Molecular and supported Ti(iii)-alkyls: efficient ethylene polymerization driven by the π-character of metal–carbon bonds and back donation from a singly occupied molecular orbital

Abstract

While Ti(III) alkyl species are the proposed active sites in Ziegler–Natta ethylene polymerization catalysts, the corresponding well-defined homogeneous catalysts are not known.
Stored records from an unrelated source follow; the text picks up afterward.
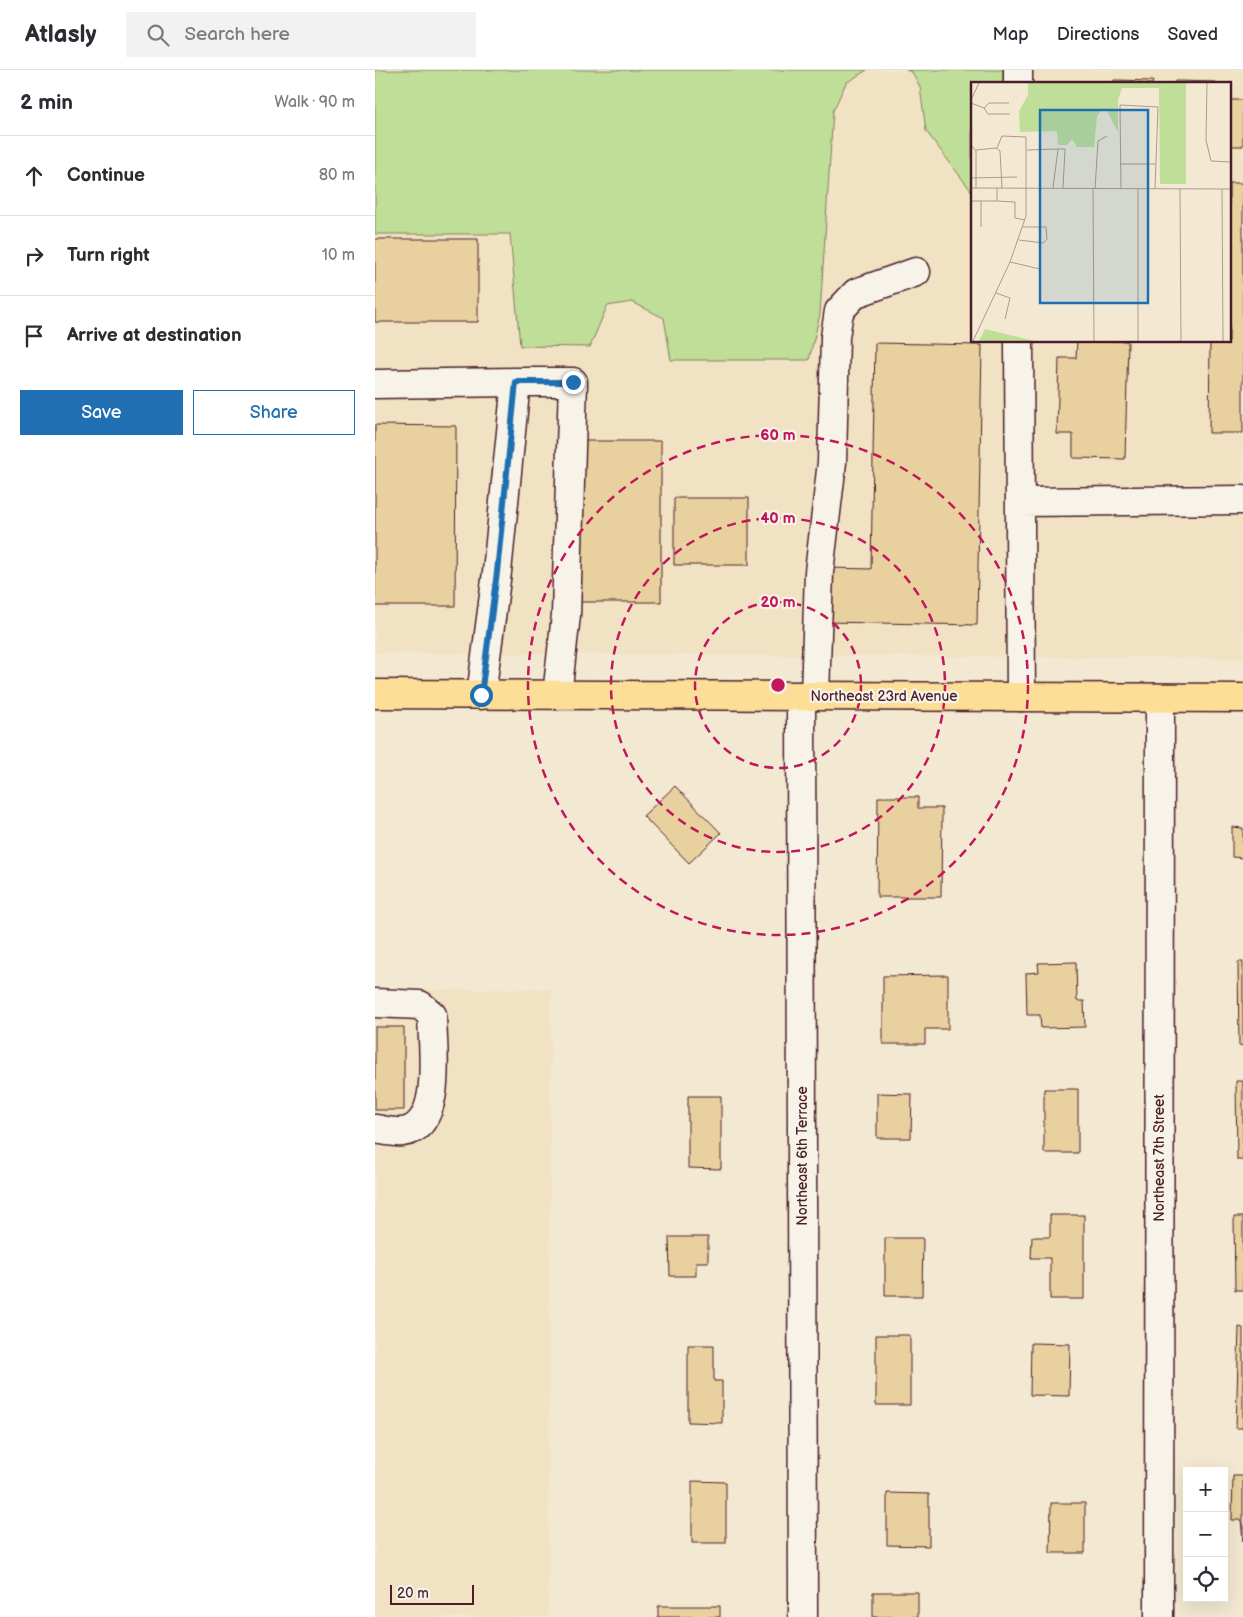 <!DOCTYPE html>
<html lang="en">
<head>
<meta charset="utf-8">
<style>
	:root { --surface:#fff; --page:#f2f2f3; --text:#2b2b33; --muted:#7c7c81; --line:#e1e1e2; --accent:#1f6fb2 }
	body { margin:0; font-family:"Balsamiq Sans",sans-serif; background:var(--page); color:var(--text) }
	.controls { position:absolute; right:15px; bottom:15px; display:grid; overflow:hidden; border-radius:0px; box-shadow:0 5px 20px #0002 }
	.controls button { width:45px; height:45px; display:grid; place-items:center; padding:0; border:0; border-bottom:1px solid var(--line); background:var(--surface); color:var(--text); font:25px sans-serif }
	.scale { position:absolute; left:15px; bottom:12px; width:84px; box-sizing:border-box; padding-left:5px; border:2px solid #4a1f2b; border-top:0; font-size:14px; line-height:18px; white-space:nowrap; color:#4a1f2b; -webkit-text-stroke:4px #f7f3e8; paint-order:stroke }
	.stop { position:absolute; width:15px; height:15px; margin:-11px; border:4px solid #1f6fb2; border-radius:50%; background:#fff }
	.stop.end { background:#1f6fb2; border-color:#fff; box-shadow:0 1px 5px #0008 }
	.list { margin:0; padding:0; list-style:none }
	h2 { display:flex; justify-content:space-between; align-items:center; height:65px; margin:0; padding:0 20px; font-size:21px }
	h2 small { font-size:16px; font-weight:400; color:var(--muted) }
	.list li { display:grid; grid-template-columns:32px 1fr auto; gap:15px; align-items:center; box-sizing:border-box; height:80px; padding:0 20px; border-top:1px solid var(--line) }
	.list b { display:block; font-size:19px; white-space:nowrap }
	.list em { font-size:16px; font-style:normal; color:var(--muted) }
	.actions { display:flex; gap:10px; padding:15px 20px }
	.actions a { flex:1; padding:11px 0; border:1px solid var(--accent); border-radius:0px; text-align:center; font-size:18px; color:var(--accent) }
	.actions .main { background:var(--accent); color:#fff }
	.icon { flex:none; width:28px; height:28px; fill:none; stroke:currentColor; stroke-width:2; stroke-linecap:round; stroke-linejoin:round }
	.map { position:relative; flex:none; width:868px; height:1547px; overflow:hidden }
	header { display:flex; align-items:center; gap:30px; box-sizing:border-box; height:70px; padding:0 25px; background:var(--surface); border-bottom:1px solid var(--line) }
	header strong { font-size:24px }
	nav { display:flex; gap:28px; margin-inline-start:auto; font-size:18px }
	.search { width:350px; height:45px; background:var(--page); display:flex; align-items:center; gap:12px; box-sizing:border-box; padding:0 18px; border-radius:0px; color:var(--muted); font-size:19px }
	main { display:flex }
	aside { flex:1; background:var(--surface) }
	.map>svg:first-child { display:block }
</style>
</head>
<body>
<header>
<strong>Atlasly</strong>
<div class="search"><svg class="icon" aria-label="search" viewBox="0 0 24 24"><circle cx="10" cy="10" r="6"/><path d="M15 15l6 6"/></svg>Search here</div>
<nav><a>Map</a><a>Directions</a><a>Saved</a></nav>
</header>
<main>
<aside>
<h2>2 min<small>Walk · 90 m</small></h2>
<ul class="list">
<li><svg class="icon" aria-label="ahead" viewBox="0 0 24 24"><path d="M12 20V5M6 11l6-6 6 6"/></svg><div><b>Continue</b></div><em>80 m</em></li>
<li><svg class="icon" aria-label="right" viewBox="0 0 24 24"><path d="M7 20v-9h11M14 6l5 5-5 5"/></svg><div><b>Turn right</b></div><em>10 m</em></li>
<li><svg class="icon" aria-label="arrive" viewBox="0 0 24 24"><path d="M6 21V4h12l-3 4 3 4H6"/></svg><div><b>Arrive at destination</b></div></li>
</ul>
<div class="actions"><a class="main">Save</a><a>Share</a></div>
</aside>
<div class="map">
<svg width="868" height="1547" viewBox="0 0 868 1547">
	<rect width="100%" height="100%" fill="#f3e9d2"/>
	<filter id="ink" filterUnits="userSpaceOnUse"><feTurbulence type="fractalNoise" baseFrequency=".02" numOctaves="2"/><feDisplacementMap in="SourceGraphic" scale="10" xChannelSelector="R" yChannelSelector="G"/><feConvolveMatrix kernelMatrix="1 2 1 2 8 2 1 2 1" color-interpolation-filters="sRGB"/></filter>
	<g filter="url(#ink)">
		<path fill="#f0e2c3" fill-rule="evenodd" d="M0,0H868V588L0,583ZM597,14H854V271H597Z
			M176,919L173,1547H0V920Z"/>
		<path fill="#bfde97" stroke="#847e61" d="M0,0H492L471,13L458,41L445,244L434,290H296L289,248L257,232L232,236L215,277L145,276L135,164H0Z
			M531,0H628V14H597V122L551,61L545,17L537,2Z"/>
		<path fill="#e9d19f" stroke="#4a1f2b" d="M739,10L778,11L777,14H739Z
			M800,11L841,12V14H800Z
			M854,30H868V76H854Z
			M854,113H868V363H834L835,271H854Z
			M0,169H103V252H0Z
			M702,271H753L750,389L698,388V364H682L684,288H701Z
			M500,273L607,275L602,555L453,552L454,498L496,499Z
			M0,355L81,356L80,536H0Z
			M200,371H286V532H200Z
			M299,428H374V495H299Z
			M300,716L346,763L314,793L268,746Z
			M503,727H543V738H567L566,827H502Z
			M857,757L868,758V788L857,787Z
			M701,892L702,931H709L710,957L666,958L665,945H652L651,903L664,902L663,893Z
			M863,892H868V975L864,976Z
			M573,905V959H550V974H508V906Z
			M0,957H29V1040H0Z
			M861,1011H868V1090H862Z
			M669,1019H703V1083H669Z
			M502,1023L537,1024L536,1068H502Z
			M313,1026H346V1099L313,1098Z
			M675,1145H709V1229H675V1188H656L657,1167H675Z
			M859,1147H868V1220H860Z
			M294,1167H333V1192H321V1206H295Z
			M510,1168H548L547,1226H510Z
			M864,1257L868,1258V1358H861Z
			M501,1265H535V1335H501Z
			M656,1273L695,1274L694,1326L655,1325Z
			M313,1275H339V1311H347V1353L313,1352Z
			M858,1406H868V1471L866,1450H857Z
			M317,1411L351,1412V1473H317Z
			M512,1423L554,1424V1476L512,1475Z
			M676,1433H710V1483H675Z
			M498,1522H543V1547H498Z
			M283,1536H345V1547H283Z"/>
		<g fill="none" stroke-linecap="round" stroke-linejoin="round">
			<defs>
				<path id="minor" d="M643,0V14
					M644,271L646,627
					M0,314L141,312
					M645,432L868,430
					M106,625L122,502L141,312H198L191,545L182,625
					M426,626L428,1547
					M440,626L444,502L457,392L460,267L464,241L481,223L541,202
					M0,933L45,935L57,945C57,975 70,1058 27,1062C19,1063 8,1060 0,1059
					M784,1547L785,628"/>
				<path id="major" d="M0,624L868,628"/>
			</defs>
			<use href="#minor" stroke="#4a1f2b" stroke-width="31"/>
			<use href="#major" stroke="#4a1f2b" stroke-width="31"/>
			<use href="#minor" stroke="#f7f3e8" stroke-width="28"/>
			<use href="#major" stroke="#fdde96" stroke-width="28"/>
		</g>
	</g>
	<g fill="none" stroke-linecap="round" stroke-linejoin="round" filter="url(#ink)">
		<path stroke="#1f6fb2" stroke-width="6" d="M106,625L122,502L141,312H198"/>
	</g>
	<g fill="none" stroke="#c2185b" stroke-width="2.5" stroke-dasharray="9 6">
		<circle cx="403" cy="615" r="83"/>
		<circle cx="403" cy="615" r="167"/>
		<circle cx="403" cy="615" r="250"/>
	</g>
	<g text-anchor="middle" stroke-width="4.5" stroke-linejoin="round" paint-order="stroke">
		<g font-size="14" fill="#4a1f2b" stroke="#f7f3e8">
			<text x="509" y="631">Northeast 23rd Avenue</text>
			<text transform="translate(427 1086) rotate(-90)" y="5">Northeast 6th Terrace</text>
			<text transform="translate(784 1088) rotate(-90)" y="5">Northeast 7th Street</text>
		</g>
	</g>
	<g transform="translate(596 12)">
		<rect width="260" height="260" fill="#f3e9d2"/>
		<path d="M57,1H215V102H189L188,6H151L147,18V50L136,29L131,28L126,34L123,65H106L101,57L96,63H87L86,49L49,50L48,29L57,13ZM14,247L64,259H8Z" fill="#bfde97"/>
		<path fill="none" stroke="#af988f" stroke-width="1" d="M236,1L235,58L240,79L260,80M0,18L8,1M0,21L13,26L18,21H38M13,26L17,32H39M0,63L5,69V106M5,68L25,66L29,69L31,106M56,68L87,67M149,82H185M0,96L46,95M0,106L260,107M26,106V119L44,120V136L54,138M82,106L87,67H94L92,106M122,107L123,259M124,107L127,59L136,54M150,107L149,23L187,25L184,107M167,107V259M209,107L210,259M251,107L252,259M0,119H26M10,145V119M48,158L72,161L76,157L75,145H52M39,180L69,187M25,211L39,216L34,237M2,259L39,180L55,134V55L31,54L26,66"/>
		<path fill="#1f6fb2" fill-opacity="0.15" stroke="#1f6fb2" stroke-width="2.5" d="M69,28H177V221H69Z"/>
		<rect width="260" height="260" fill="none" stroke="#4a1f2b" stroke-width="2.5"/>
	</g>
	<circle cx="403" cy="615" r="8" fill="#c2185b" stroke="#f7f3e8" stroke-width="2.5"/>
	<g font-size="15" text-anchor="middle" font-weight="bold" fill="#c2185b" stroke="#f7f3e8" stroke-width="4.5" stroke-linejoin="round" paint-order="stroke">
		<text x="403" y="370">60 m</text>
		<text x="403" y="453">40 m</text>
		<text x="403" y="537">20 m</text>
	</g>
</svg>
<div class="controls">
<button>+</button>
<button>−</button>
<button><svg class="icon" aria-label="locate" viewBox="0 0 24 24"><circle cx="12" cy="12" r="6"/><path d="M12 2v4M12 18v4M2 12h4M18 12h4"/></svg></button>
</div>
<div class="scale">20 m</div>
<div class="stop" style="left:106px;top:625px"></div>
<div class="stop end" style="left:198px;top:312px"></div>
</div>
</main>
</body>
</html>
We report that well-defined neutral β-diiminato Ti(III) alkyl species, namely [Ti(nacnac)(CH₂^tBu)₂] and its alumina-grafted derivative [(Al_sO)Ti(nacnac)(CH₂^tBu)], are active towards ethylene polymerization at moderate pressures and temperatures and possess an electron configuration well-adapted to insertion of ethylene. Advanced EPR spectroscopy showed that ethylene insertion into a Ti(III)–C bond takes place during polymerization from Ti(nacnac)(CH₂^tBu)₂. A combination of pulsed EPR spectroscopy and DFT calculations, based on a crystal structure of [Ti(nacnac)(CH₂^tBu)₂], enabled us to reveal details about the structure and electronic configurations of both molecular and surface-grafted species. For both compounds, the α-agostic C–H interaction, which involves the singly occupied molecular orbital, indicates a π character of the metal–carbon bond; this π character is enhanced upon ethylene coordination, leading to a nearly barrier-less C₂H₄ insertion into Ti(III)–C bonds after this first step. During coordination, back donation from the SOMO to the π*(C₂H₄) occurs, leading to stabilization of π-ethylene complexes and to a significant lowering of the overall energy of the C₂H₄ insertion transition state. In d¹ alkyl complexes, ethylene insertion follows an original “augmented” Cossee–Arlman mechanism that involves the delocalization of unpaired electrons between the SOMO, π*(C₂H₄) and σ*(Ti–C) in the transition state, which further favors ethylene insertion. All these factors facilitate ethylene polymerization on Ti(III) neutral alkyl species and make d¹ alkyl complexes potentially more effective polymerization catalysts than their d⁰ analogues.